• **Exercise**
Once the pictures are set aside, print the records that follow exactly as written.

-- Entries supplied follows --

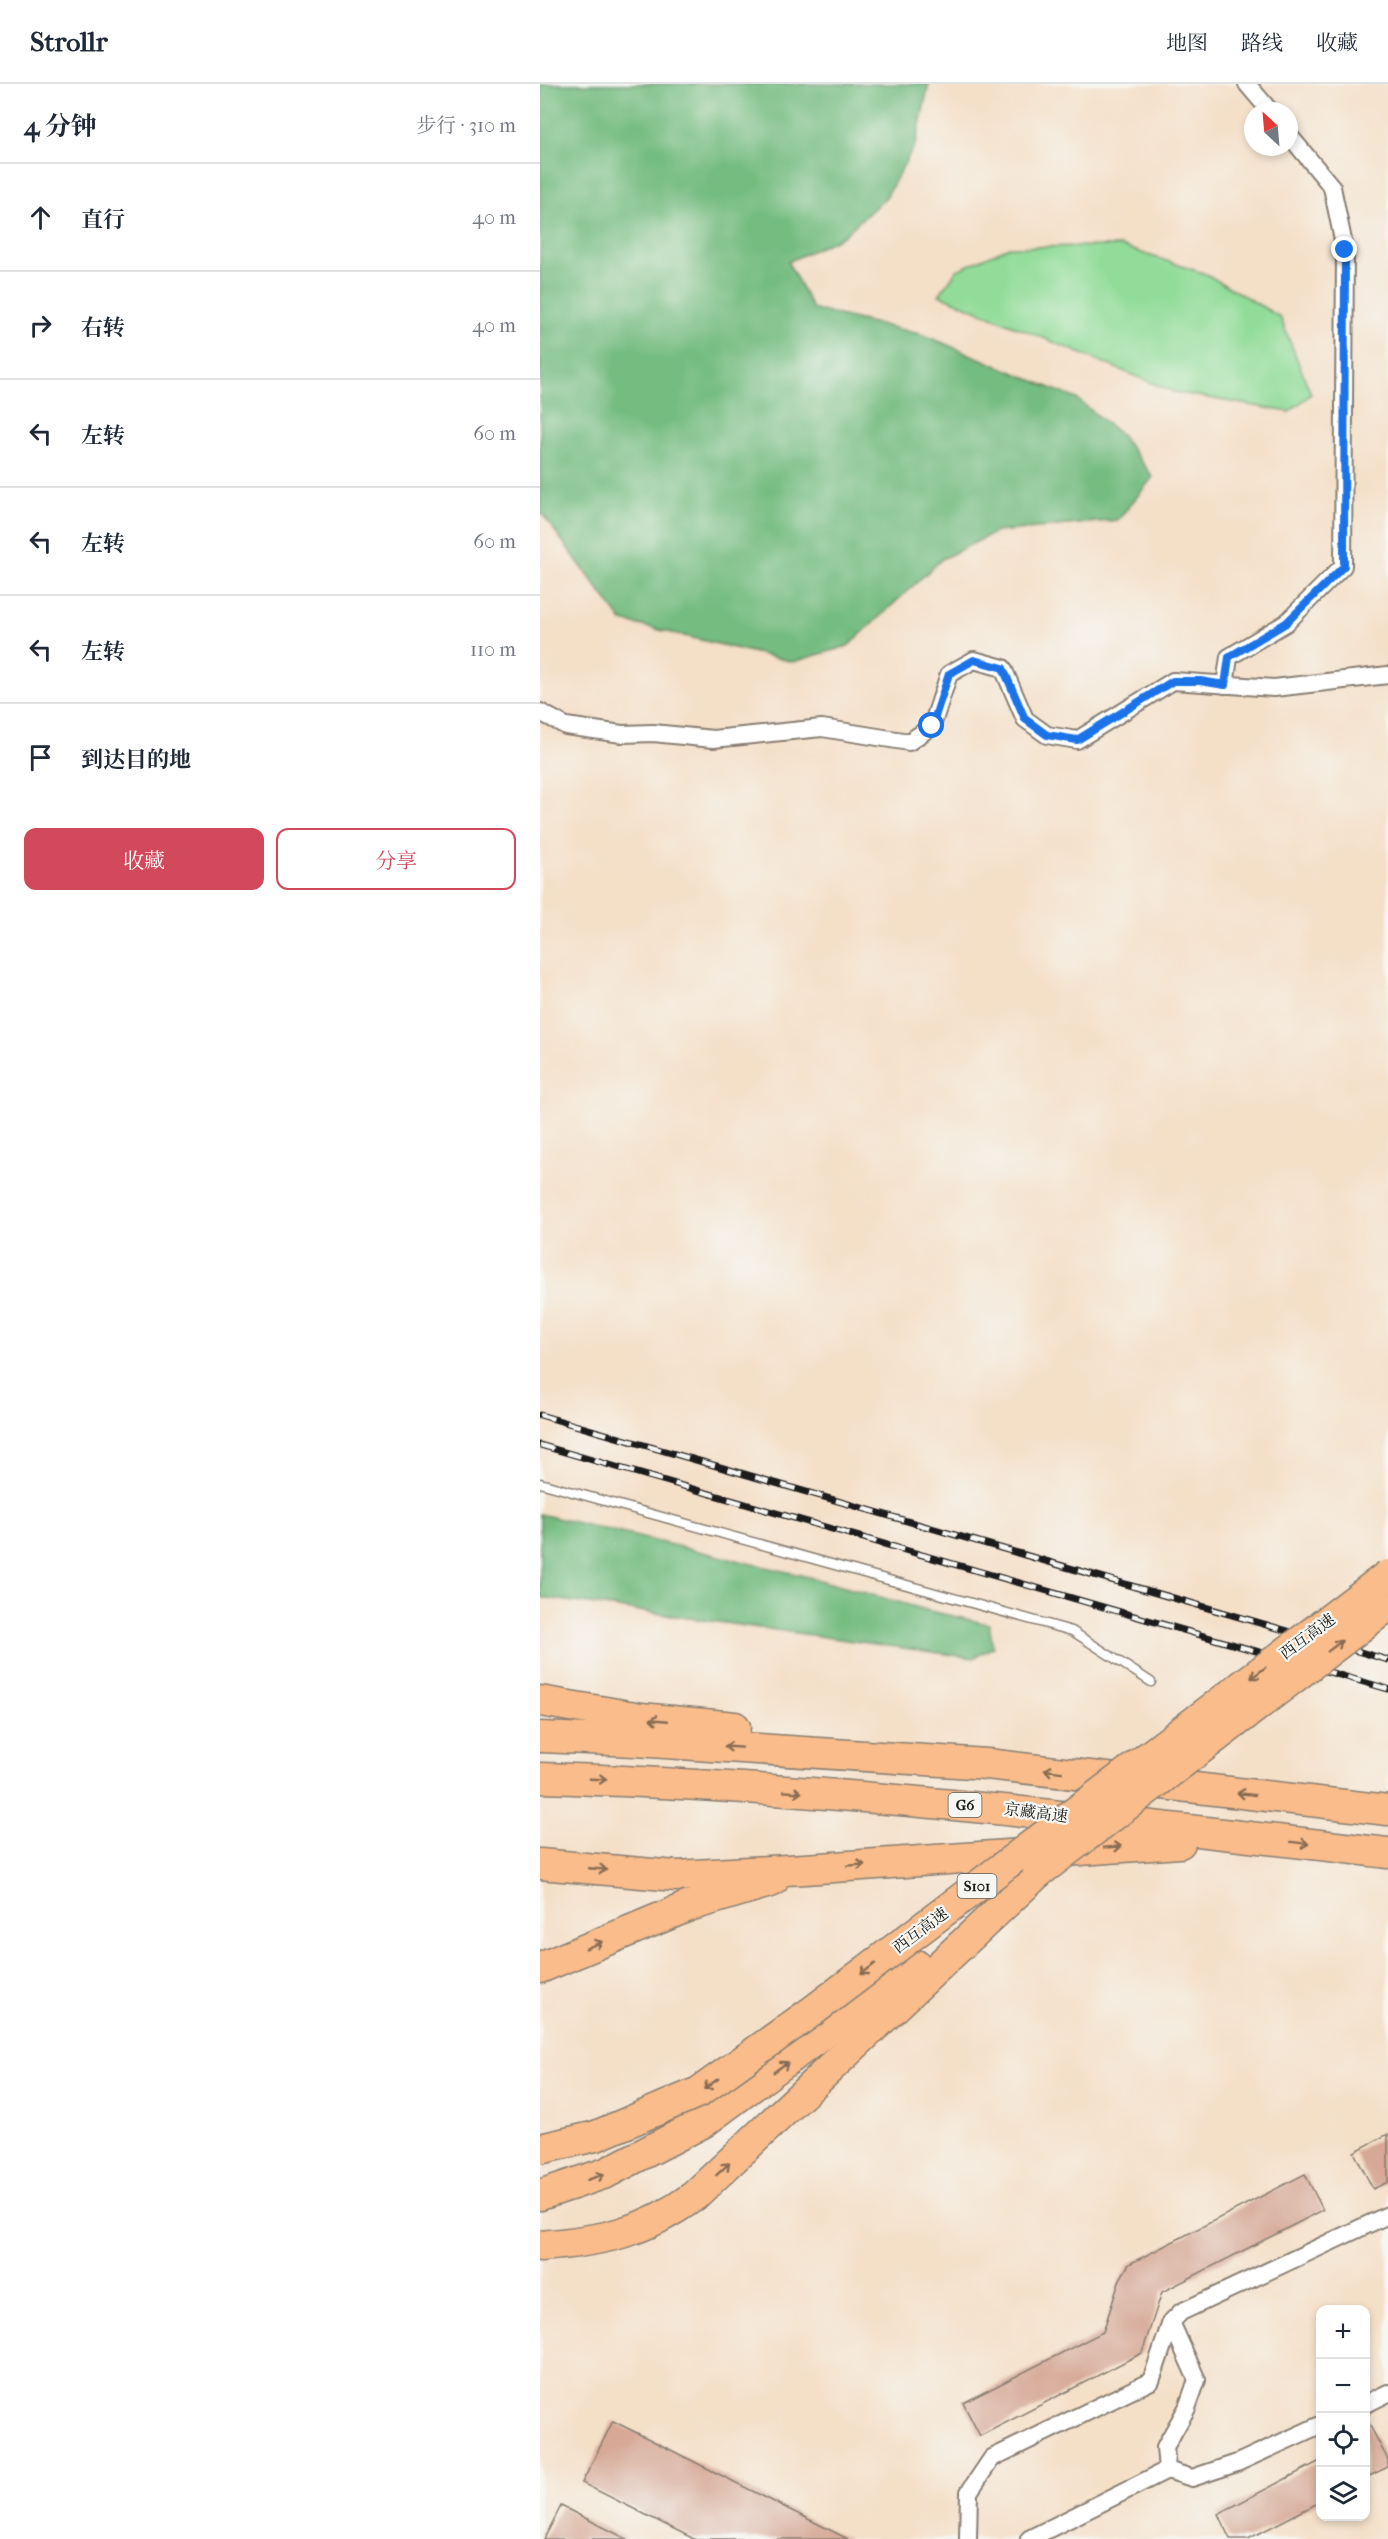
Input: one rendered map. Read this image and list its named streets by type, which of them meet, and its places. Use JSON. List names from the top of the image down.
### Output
{
  "streets": {
    "highway": [
      "西互高速",
      "G6",
      "京藏高速",
      "S101"
    ]
  },
  "crossings": [
    ["西互高速", "S101"]
  ],
  "north": "top left",
  "page": {
    "header": "Strollr",
    "nav": ["地图", "路线", "收藏"],
    "heading": ["4 分钟", "步行 · 310 m"],
    "list": [
      ["直行", "40 m"],
      ["右转", "40 m"],
      ["左转", "60 m"],
      ["左转", "60 m"],
      ["左转", "110 m"],
      "到达目的地"
    ],
    "buttons": ["收藏", "分享"],
    "map_buttons": ["+", "−"]
  }
}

-- Entries supplied concluded --

• **Answer space**
Input: one rendered map. Read this image and list its named streets by type, which of them meet, and its places. Use JSON. List names from the top of the image down.
### Output
{
  "streets": {
    "highway": [
      "西互高速",
      "G6",
      "京藏高速",
      "S101"
    ]
  },
  "crossings": [
    ["西互高速", "S101"]
  ],
  "north": "top left",
  "page": {
    "header": "Strollr",
    "nav": ["地图", "路线", "收藏"],
    "heading": ["4 分钟", "步行 · 310 m"],
    "list": [
      ["直行", "40 m"],
      ["右转", "40 m"],
      ["左转", "60 m"],
      ["左转", "60 m"],
      ["左转", "110 m"],
      "到达目的地"
    ],
    "buttons": ["收藏", "分享"],
    "map_buttons": ["+", "−"]
  }
}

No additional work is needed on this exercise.